### Description of the task:
Gather all lines in the entries below that include the word "body".
[[ Supplied data, beginning ]]
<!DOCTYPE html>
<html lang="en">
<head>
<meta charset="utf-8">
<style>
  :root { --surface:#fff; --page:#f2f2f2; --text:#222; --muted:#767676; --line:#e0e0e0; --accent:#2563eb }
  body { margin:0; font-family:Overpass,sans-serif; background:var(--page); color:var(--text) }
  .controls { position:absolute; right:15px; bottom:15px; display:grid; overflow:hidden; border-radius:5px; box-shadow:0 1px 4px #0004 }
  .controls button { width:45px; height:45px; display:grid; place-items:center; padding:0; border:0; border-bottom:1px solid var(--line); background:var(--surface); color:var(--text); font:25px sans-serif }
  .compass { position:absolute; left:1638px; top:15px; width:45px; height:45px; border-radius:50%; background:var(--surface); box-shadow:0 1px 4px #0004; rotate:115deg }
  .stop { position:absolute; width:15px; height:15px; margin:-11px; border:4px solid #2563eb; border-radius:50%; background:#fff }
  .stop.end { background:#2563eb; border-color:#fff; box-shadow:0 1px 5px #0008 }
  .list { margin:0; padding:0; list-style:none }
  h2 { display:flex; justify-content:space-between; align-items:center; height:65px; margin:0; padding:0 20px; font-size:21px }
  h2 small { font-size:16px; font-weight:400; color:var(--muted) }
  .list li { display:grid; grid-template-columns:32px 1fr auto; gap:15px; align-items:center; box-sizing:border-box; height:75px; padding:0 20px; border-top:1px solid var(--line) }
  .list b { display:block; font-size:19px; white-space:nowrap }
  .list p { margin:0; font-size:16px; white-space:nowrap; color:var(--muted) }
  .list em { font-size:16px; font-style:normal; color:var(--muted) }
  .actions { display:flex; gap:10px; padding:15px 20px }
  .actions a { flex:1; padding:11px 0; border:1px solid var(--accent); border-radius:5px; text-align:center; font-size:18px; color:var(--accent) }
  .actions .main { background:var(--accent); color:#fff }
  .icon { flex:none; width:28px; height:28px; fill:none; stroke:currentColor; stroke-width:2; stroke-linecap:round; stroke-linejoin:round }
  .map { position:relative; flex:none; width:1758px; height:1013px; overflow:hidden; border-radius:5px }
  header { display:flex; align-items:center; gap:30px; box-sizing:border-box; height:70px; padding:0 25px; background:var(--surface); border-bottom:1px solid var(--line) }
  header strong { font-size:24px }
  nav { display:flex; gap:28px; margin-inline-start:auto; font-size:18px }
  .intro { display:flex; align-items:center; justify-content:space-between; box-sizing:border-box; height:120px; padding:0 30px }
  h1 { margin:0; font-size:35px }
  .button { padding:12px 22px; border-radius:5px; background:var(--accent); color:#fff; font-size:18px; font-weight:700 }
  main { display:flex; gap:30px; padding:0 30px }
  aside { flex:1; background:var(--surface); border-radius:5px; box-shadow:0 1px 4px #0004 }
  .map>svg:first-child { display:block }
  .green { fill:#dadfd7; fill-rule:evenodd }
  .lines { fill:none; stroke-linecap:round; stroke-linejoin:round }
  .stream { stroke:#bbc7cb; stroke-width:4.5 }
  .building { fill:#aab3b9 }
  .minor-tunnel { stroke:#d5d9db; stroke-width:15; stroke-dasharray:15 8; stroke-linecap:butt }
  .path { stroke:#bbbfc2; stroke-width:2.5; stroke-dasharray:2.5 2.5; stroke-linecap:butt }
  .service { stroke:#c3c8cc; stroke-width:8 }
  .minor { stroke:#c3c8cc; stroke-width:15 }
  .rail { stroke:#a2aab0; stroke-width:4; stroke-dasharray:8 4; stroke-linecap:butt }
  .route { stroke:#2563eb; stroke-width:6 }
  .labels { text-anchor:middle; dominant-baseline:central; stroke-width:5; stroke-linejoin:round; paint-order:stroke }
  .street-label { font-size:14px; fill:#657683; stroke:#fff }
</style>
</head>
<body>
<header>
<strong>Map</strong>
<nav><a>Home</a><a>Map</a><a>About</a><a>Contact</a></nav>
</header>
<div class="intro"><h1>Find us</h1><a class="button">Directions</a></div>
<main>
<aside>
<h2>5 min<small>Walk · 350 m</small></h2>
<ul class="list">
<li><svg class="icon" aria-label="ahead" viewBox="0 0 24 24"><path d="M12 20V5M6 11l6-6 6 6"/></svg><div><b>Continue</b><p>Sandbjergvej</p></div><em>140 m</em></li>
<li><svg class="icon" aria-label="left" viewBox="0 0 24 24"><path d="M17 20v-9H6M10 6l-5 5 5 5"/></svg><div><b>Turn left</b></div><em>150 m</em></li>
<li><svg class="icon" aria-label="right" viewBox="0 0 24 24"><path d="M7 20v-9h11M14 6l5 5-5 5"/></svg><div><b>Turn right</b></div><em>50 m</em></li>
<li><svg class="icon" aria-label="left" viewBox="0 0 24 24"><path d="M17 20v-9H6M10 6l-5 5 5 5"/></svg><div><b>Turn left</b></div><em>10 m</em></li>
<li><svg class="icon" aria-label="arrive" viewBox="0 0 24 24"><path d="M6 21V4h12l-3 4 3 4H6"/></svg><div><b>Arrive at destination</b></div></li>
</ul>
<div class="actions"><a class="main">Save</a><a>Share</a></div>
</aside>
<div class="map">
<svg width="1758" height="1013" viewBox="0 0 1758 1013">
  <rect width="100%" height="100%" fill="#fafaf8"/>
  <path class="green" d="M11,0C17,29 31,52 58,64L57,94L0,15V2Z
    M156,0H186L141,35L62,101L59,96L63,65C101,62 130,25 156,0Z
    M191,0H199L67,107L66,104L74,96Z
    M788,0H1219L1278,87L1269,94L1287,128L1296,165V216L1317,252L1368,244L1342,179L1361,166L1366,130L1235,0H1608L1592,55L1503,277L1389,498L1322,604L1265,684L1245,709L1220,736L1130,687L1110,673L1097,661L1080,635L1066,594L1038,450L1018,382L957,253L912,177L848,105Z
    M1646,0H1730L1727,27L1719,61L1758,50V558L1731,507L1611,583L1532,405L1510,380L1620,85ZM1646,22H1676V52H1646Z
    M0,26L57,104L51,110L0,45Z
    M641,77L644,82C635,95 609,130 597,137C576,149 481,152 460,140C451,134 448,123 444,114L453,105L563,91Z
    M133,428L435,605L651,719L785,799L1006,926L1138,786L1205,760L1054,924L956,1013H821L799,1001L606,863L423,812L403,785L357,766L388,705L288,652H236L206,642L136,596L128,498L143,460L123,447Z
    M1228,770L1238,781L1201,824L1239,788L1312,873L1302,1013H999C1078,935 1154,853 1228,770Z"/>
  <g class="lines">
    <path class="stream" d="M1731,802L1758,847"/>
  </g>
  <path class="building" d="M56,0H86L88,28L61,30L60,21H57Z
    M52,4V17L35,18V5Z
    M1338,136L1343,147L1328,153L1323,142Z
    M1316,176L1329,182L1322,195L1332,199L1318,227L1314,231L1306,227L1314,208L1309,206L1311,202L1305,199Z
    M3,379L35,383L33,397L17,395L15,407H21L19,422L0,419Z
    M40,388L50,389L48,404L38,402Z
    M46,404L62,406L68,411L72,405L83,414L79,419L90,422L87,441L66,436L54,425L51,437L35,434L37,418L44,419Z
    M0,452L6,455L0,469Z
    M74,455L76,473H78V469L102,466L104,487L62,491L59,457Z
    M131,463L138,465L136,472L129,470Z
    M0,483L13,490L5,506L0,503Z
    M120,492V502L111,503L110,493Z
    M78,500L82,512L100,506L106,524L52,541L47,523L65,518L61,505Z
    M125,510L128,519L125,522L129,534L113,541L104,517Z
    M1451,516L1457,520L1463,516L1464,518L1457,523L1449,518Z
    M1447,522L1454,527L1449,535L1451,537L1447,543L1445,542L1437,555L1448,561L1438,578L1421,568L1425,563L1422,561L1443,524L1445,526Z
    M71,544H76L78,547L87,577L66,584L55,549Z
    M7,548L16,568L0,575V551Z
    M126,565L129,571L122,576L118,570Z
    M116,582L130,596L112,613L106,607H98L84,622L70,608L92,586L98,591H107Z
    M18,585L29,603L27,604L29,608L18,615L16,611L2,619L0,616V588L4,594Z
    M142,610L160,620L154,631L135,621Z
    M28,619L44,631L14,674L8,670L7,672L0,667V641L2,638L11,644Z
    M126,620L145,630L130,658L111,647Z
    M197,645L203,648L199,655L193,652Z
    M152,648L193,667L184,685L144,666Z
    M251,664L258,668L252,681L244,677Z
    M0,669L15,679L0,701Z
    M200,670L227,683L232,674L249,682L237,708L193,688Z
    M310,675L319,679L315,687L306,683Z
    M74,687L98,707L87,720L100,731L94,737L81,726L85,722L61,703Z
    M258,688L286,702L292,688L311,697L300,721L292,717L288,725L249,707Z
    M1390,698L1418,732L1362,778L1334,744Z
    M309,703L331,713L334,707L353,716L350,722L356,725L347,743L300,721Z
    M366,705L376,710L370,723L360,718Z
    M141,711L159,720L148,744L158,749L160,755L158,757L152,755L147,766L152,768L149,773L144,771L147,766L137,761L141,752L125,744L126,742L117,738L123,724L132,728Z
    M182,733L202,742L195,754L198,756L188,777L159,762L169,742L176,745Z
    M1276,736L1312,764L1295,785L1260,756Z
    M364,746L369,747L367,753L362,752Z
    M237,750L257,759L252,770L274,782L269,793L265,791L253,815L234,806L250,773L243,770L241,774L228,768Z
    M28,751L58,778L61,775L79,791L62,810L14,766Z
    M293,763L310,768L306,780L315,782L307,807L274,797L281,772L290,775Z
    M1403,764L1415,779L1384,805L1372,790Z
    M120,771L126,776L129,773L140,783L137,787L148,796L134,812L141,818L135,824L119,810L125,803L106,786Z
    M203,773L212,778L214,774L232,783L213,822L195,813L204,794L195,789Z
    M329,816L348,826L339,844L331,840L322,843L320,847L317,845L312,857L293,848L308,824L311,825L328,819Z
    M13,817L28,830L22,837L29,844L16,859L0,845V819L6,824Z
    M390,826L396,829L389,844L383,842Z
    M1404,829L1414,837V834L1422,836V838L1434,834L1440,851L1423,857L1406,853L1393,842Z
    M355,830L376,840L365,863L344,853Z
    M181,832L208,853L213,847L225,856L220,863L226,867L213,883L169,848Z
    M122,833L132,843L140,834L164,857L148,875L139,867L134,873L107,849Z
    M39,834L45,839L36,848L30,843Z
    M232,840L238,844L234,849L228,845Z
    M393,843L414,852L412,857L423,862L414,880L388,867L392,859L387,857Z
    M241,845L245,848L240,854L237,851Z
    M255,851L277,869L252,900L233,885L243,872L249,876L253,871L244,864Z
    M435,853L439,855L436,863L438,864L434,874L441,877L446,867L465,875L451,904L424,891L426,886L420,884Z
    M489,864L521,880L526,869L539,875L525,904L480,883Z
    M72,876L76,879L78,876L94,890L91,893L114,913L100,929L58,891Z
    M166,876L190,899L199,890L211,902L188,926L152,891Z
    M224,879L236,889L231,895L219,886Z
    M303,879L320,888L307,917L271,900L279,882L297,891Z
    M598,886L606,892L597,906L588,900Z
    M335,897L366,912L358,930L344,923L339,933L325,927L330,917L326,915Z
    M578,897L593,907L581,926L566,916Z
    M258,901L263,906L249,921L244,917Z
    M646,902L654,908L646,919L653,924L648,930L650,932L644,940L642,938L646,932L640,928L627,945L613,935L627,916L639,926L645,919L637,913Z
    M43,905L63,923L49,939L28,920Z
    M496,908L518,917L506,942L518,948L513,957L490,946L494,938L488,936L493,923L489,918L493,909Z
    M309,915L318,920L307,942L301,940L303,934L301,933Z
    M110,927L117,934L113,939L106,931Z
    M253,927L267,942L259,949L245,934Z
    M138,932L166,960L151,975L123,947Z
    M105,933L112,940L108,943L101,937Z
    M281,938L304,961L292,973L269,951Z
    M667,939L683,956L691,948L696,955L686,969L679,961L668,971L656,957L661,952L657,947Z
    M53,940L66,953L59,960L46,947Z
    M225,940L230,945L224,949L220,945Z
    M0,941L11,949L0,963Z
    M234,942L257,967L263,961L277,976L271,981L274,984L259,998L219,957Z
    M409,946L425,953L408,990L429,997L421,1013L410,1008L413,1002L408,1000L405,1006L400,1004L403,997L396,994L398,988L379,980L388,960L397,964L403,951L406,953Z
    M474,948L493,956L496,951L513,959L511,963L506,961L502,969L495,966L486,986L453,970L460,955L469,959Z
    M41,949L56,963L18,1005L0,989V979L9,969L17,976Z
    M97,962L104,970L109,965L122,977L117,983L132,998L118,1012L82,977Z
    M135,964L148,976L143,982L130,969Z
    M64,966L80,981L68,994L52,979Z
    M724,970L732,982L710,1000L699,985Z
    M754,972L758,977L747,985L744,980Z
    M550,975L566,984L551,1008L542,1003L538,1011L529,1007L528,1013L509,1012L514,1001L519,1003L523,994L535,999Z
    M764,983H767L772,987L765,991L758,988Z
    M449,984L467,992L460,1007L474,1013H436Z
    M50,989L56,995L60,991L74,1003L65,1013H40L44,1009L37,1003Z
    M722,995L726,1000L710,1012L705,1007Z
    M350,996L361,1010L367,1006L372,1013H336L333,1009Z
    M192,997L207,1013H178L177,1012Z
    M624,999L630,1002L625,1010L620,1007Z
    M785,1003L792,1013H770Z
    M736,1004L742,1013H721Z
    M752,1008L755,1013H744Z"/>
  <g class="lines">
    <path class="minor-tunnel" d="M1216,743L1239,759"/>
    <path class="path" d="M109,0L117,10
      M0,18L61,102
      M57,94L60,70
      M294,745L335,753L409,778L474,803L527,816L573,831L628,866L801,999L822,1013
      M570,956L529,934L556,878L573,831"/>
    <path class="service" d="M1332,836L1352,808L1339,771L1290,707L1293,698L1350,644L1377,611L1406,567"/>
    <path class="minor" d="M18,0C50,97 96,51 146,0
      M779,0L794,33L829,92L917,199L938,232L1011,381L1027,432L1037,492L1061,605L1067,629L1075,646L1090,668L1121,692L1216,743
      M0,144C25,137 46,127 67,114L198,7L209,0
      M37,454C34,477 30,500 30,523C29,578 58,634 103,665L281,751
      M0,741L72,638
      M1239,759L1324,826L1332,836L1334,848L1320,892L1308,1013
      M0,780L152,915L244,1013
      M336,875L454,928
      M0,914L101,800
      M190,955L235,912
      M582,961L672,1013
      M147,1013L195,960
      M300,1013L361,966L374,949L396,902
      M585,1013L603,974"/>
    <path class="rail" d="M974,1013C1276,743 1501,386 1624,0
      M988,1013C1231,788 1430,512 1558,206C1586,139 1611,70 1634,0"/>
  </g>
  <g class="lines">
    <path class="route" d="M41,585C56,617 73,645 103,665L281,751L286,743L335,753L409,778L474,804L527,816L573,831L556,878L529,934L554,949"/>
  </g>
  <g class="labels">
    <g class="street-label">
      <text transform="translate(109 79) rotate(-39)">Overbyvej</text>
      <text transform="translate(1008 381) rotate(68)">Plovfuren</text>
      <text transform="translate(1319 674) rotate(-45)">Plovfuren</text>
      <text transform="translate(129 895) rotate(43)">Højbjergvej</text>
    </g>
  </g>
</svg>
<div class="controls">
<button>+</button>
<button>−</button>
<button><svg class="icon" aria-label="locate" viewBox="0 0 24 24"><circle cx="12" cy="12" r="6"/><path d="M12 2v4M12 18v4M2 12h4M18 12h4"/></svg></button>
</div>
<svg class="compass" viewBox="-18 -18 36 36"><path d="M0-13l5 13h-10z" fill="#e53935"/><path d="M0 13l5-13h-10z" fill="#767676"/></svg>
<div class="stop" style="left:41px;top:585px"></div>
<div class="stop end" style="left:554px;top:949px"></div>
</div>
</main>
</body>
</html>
[[ Supplied data, end ]]
### Task solution:
  body { margin:0; font-family:Overpass,sans-serif; background:var(--page); color:var(--text) }
<body>
</body>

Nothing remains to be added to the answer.